## Directions
Retype the data below verbatim; pictures do not belong in the copy.

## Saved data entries
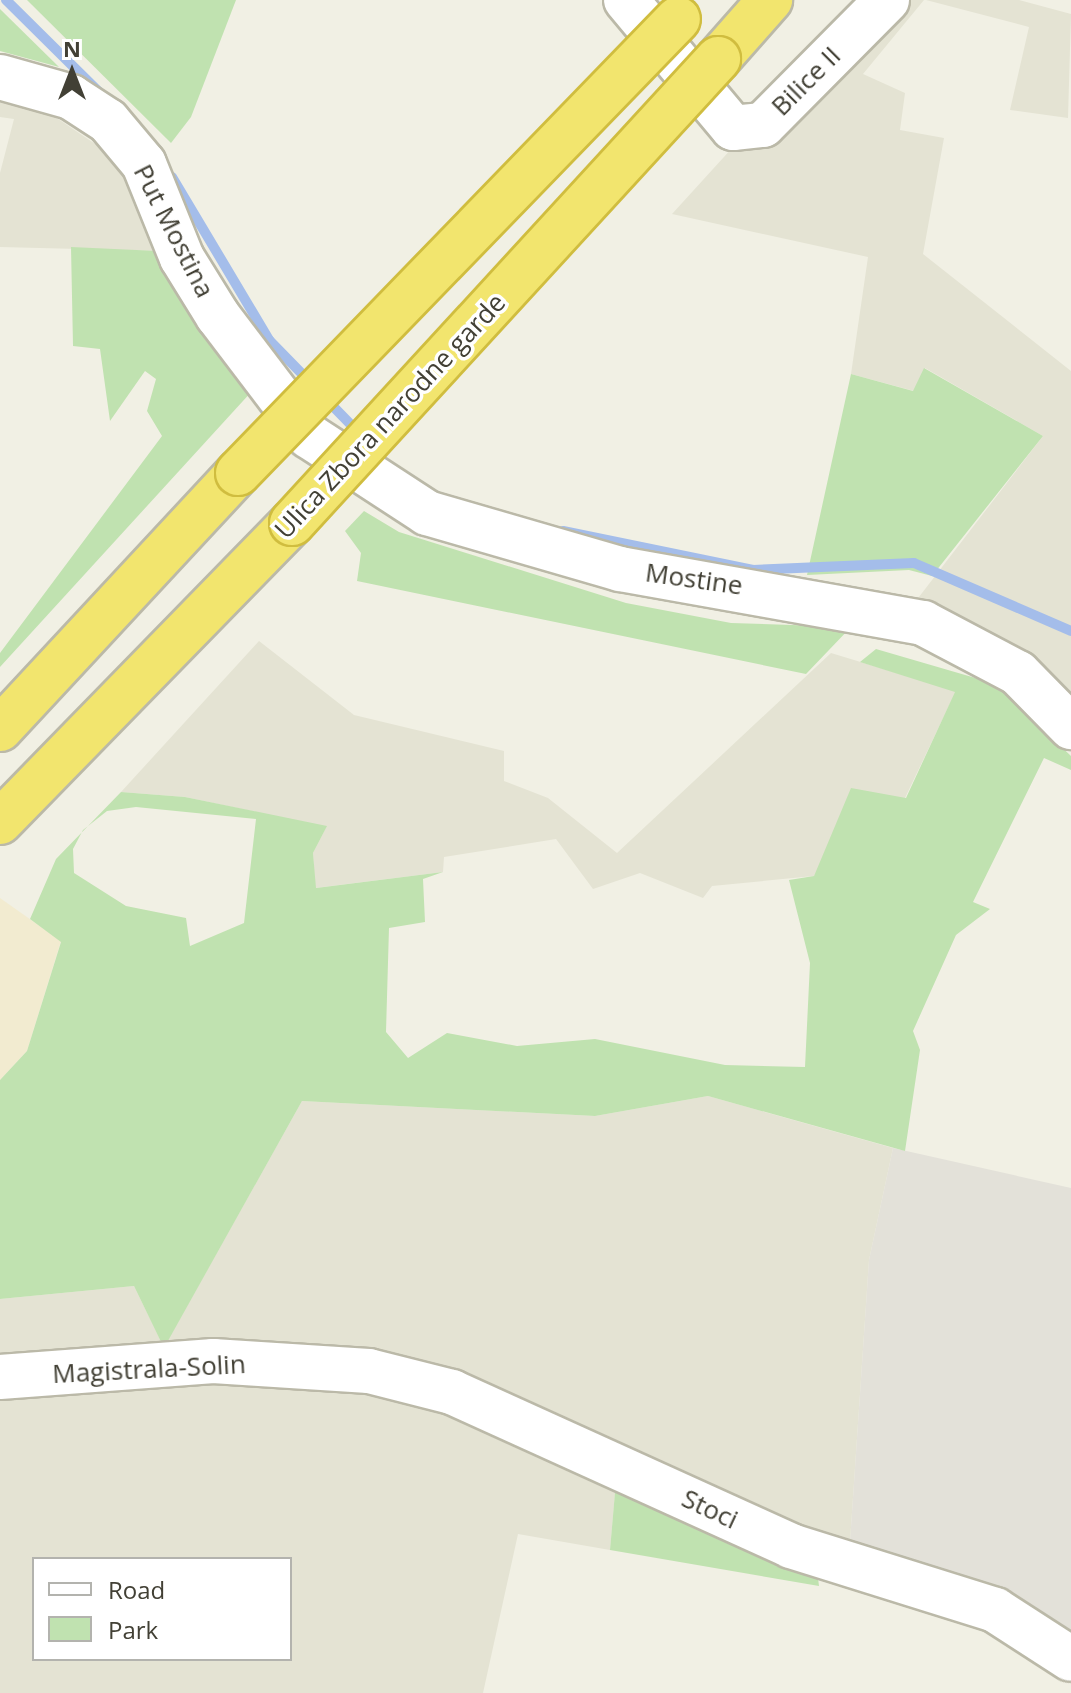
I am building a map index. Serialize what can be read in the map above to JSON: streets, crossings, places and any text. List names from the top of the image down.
{
  "streets": {
    "highway": ["Ulica Zbora narodne garde"],
    "street": [
      "Bilice II",
      "Put Mostina",
      "Mostine",
      "Magistrala-Solin",
      "Stoci"
    ]
  },
  "crossings": [
    ["Put Mostina", "Mostine"],
    ["Magistrala-Solin", "Stoci"]
  ],
  "legend": ["Road", "Park"],
  "north": "top"
}
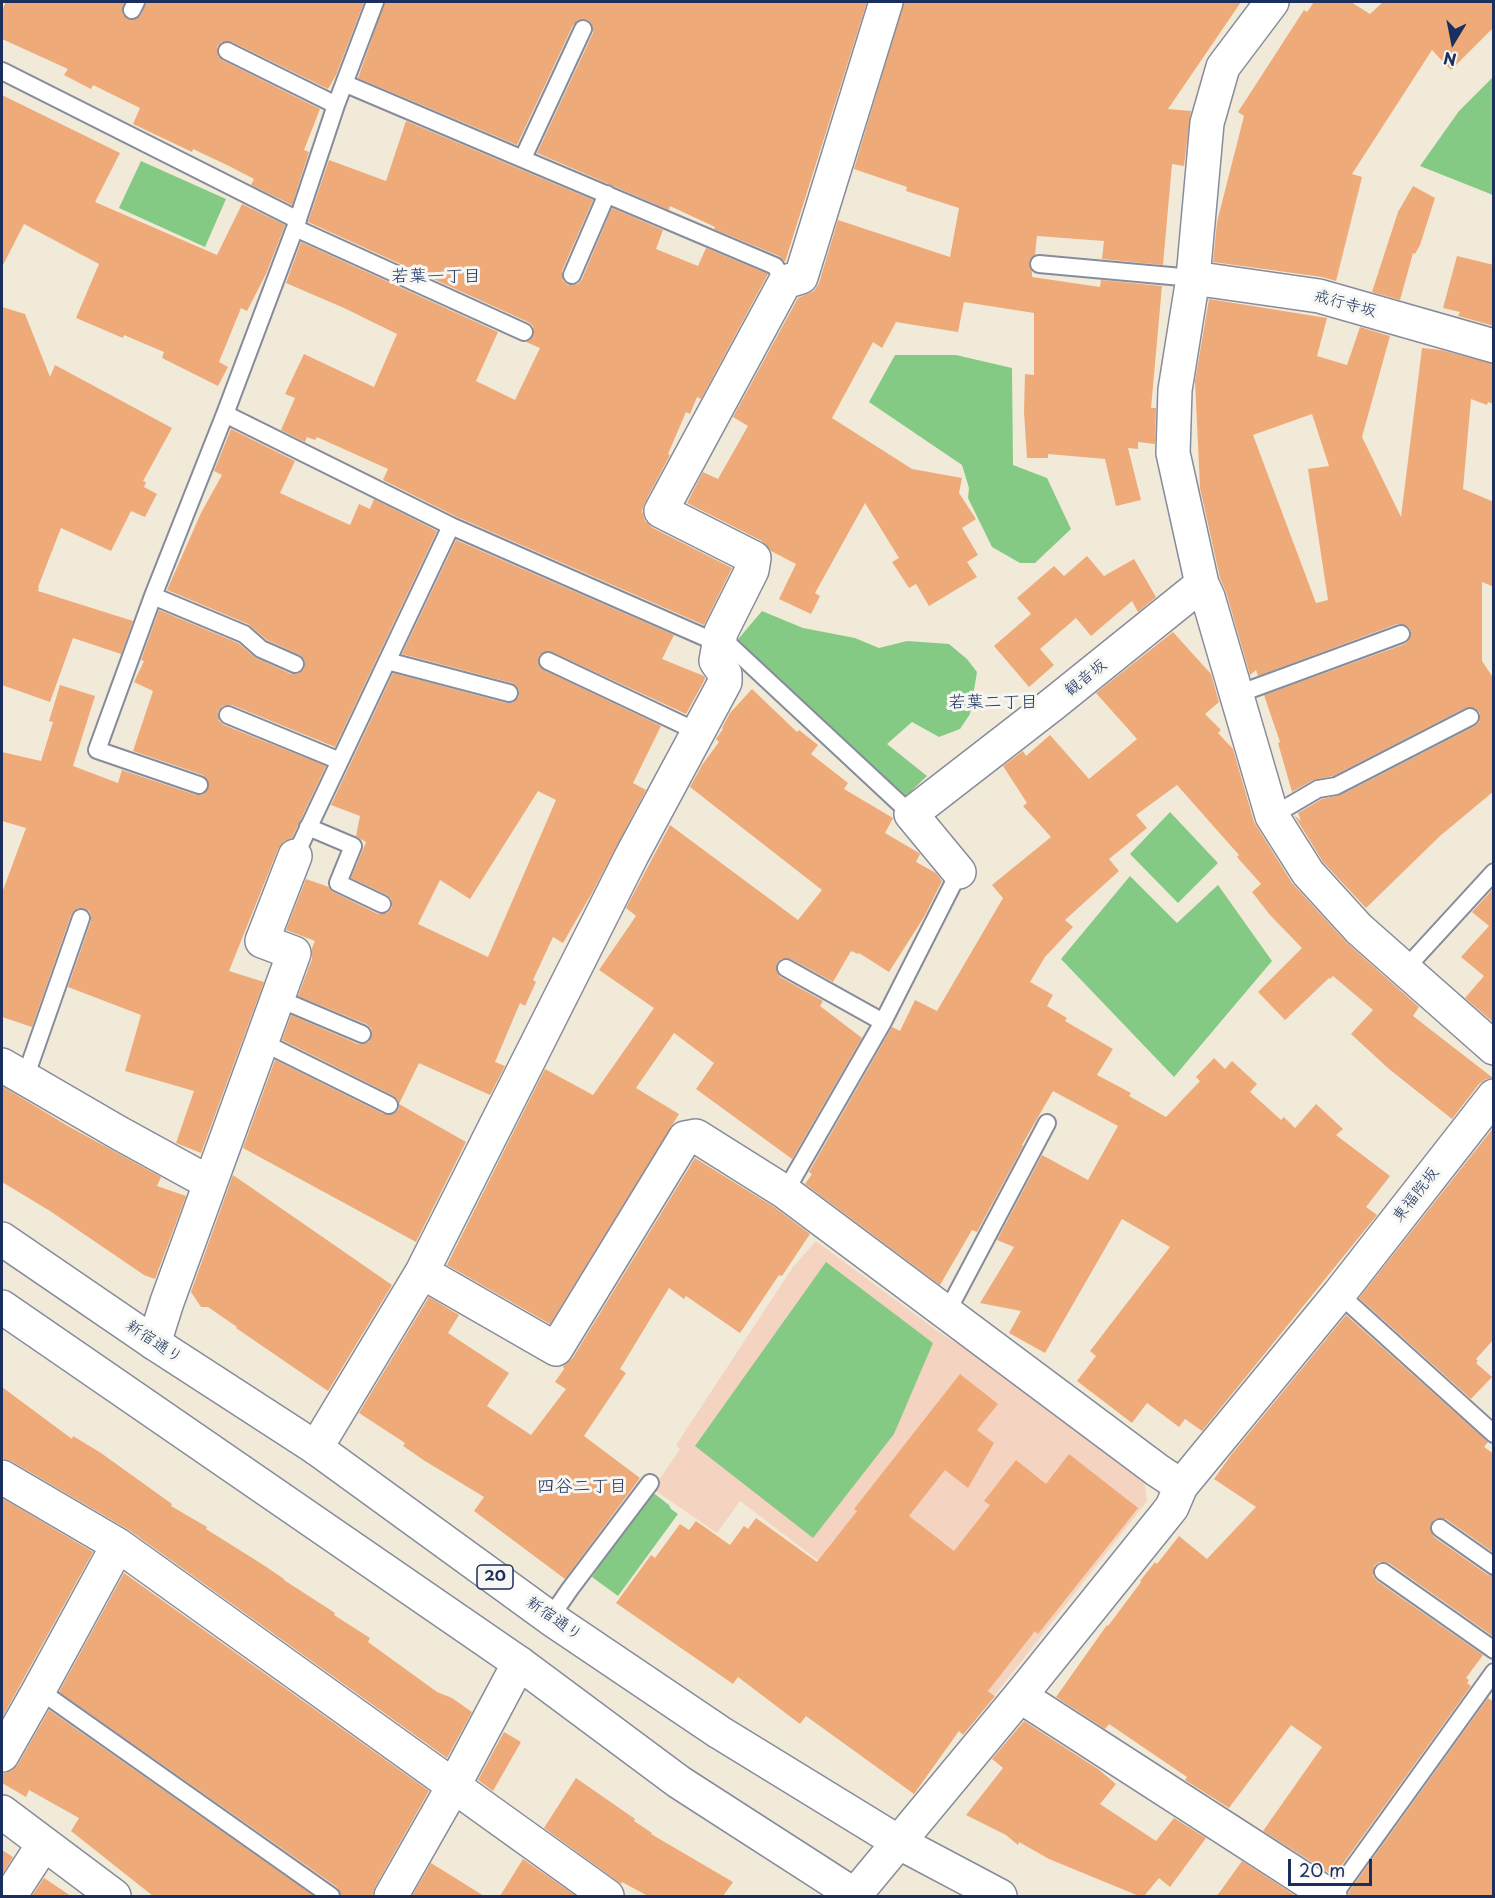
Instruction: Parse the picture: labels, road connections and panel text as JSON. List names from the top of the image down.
{
  "streets": {
    "main road": [
      "戒行寺坂",
      "観音坂",
      "東福院坂",
      "新宿通り",
      "20"
    ]
  },
  "crossings": [
    ["東福院坂", "新宿通り"]
  ],
  "districts": ["若葉一丁目", "若葉二丁目", "四谷二丁目"],
  "scale_bar": "20 m",
  "north": "bottom"
}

## Response to the exercise
I am building a map index. Serialize what can be read in the map above to JSON: streets, crossings, places and any text. List names from the top of the image down.
{
  "streets": {
    "highway": ["Ulica Zbora narodne garde"],
    "street": [
      "Bilice II",
      "Put Mostina",
      "Mostine",
      "Magistrala-Solin",
      "Stoci"
    ]
  },
  "crossings": [
    ["Put Mostina", "Mostine"],
    ["Magistrala-Solin", "Stoci"]
  ],
  "legend": ["Road", "Park"],
  "north": "top"
}
Instruction: Parse the picture: labels, road connections and panel text as JSON. List names from the top of the image down.
{
  "streets": {
    "main road": [
      "戒行寺坂",
      "観音坂",
      "東福院坂",
      "新宿通り",
      "20"
    ]
  },
  "crossings": [
    ["東福院坂", "新宿通り"]
  ],
  "districts": ["若葉一丁目", "若葉二丁目", "四谷二丁目"],
  "scale_bar": "20 m",
  "north": "bottom"
}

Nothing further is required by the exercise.